The surprise is something Joel and Co. call evidence-based scheduling (ESB). I think this one exclusive feature is going to rock the development world and be a real boon for microISVs. Here’s why: estimating development tasks has been broken in our industry since day one and Fog Creek’s evidence-based scheduling is the first painless tool I’ve seen in 25 years that actually fixes this problem.

No more guesstimates. No more complicated Excel spreadsheets trying to divine whether the app will be done by the target date. No more endless deathmarches to nowhere. No more faith-based developing.

I’m not going to go into how EBS works here – Joel does a far better job here than I can do. I don’t care how it stops the bleeding, only that it does.

Here’s what an IT shop gets: with almost no overhead, a IT manager can see in one second flat which of their programmers needs the most “management” applied to them to improve their productivity and stop screwing up the ship date. They don’t have to rely on hope and prayer that their developers are estimating accurately – EBS factors that in.

They can see – really honestly see – just when a project or a major version is going to be done, regardless of whatever development methodology or lack thereof they are using, whether they’re developing an app for desktops or the web, regardless of programming language.

For a microISV with one or a few developers, EBS means you can play what-if with your feature set to win: Just move a slider up and down your priority hierarchy, and you can see what it does to your ship date.

fb61
I’ve been a using FogBugz since 4.0 for my own commercial product, but the fit always left something to be desired – too many features that didn’t make sense for a microISV with one programmer. Now, all those annoyances have been scrubbed out with Ajax, and I can fit FB to my workflow so that things like estimating features and tracking time spent on those features is nearly transparent.

This is just awesome. While there are some other really great help desk apps out there, notably Userscape’s HelpSpot, FogBugz 6 is just what I’m going to need to develop Project X (my Next Big Thing) and then support it with the minimum of effort.
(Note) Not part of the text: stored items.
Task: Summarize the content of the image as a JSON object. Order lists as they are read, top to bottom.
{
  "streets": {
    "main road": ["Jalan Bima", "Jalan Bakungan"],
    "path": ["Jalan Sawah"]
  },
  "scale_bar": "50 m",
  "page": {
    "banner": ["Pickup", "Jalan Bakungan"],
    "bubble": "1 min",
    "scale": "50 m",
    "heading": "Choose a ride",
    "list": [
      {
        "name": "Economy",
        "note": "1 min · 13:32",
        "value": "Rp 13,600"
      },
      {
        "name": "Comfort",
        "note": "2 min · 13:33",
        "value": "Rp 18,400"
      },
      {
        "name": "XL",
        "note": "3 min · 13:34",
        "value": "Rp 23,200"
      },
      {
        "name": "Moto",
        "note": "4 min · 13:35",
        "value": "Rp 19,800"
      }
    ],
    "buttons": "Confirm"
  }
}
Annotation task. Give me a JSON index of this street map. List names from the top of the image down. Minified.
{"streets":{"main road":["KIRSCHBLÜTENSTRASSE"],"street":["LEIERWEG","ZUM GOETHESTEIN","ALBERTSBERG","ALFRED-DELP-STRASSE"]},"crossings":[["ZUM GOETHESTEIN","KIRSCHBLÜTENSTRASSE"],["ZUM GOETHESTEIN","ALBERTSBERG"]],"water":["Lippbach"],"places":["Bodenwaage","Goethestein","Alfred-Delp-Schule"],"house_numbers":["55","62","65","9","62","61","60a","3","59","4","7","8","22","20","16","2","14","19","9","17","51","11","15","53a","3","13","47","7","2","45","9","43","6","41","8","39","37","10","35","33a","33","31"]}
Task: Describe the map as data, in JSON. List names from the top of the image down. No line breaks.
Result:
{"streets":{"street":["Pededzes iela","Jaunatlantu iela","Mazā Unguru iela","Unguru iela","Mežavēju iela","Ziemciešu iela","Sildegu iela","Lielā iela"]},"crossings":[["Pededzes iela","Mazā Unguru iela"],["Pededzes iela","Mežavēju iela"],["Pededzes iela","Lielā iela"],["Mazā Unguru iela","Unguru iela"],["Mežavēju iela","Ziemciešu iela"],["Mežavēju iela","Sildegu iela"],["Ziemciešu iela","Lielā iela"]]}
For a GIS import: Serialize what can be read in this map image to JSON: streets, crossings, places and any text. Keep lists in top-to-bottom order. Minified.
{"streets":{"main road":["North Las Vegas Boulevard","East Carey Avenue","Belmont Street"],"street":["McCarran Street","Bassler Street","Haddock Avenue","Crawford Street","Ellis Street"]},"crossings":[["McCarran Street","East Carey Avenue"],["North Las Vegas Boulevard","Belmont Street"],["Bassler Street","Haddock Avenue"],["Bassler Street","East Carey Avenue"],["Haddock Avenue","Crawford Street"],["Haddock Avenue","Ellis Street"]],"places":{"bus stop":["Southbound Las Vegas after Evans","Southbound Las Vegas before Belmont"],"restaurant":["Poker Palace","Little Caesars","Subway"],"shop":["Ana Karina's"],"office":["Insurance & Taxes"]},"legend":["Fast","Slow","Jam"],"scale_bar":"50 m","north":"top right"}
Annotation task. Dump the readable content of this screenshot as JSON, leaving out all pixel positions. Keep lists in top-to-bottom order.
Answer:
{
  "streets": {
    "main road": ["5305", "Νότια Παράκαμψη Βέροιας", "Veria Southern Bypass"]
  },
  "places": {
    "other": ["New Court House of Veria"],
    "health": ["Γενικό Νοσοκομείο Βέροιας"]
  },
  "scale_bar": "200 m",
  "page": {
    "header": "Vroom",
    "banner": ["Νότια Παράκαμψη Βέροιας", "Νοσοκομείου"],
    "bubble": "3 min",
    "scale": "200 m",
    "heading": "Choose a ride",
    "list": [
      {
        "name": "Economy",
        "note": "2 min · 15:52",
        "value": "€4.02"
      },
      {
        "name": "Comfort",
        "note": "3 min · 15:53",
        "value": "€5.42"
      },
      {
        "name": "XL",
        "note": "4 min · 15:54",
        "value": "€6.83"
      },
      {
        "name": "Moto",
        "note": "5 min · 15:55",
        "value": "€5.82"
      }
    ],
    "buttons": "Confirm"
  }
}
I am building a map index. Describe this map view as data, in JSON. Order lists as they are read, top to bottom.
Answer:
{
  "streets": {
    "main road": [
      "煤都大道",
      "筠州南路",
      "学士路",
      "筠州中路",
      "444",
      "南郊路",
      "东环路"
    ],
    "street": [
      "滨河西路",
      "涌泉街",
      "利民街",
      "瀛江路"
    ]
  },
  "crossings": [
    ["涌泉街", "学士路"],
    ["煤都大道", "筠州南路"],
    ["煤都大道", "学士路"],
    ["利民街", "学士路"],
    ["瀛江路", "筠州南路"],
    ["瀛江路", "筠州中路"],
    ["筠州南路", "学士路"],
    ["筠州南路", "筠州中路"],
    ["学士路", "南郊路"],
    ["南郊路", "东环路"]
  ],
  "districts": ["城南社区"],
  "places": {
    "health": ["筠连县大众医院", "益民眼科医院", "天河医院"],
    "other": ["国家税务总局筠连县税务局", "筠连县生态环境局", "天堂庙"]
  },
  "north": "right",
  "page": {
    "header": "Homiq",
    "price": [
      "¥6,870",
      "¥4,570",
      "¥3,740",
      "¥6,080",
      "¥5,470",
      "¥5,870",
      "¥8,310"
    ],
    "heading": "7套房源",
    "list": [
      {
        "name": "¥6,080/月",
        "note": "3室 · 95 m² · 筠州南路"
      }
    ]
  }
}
If Joel’s World Tour is coming to a city near you by all means check it out – the 60 or so developers who shared a hotel conference room with me yesterday got more than their time was worth. Or you could check out this movie. And if you’re not in a position to run your FogBugz on your own server, FogBugz On Demand is a very good deal.

FB6.2

(Disclaimer: I’m the co-moderator of Joel’s Business of Software forum.)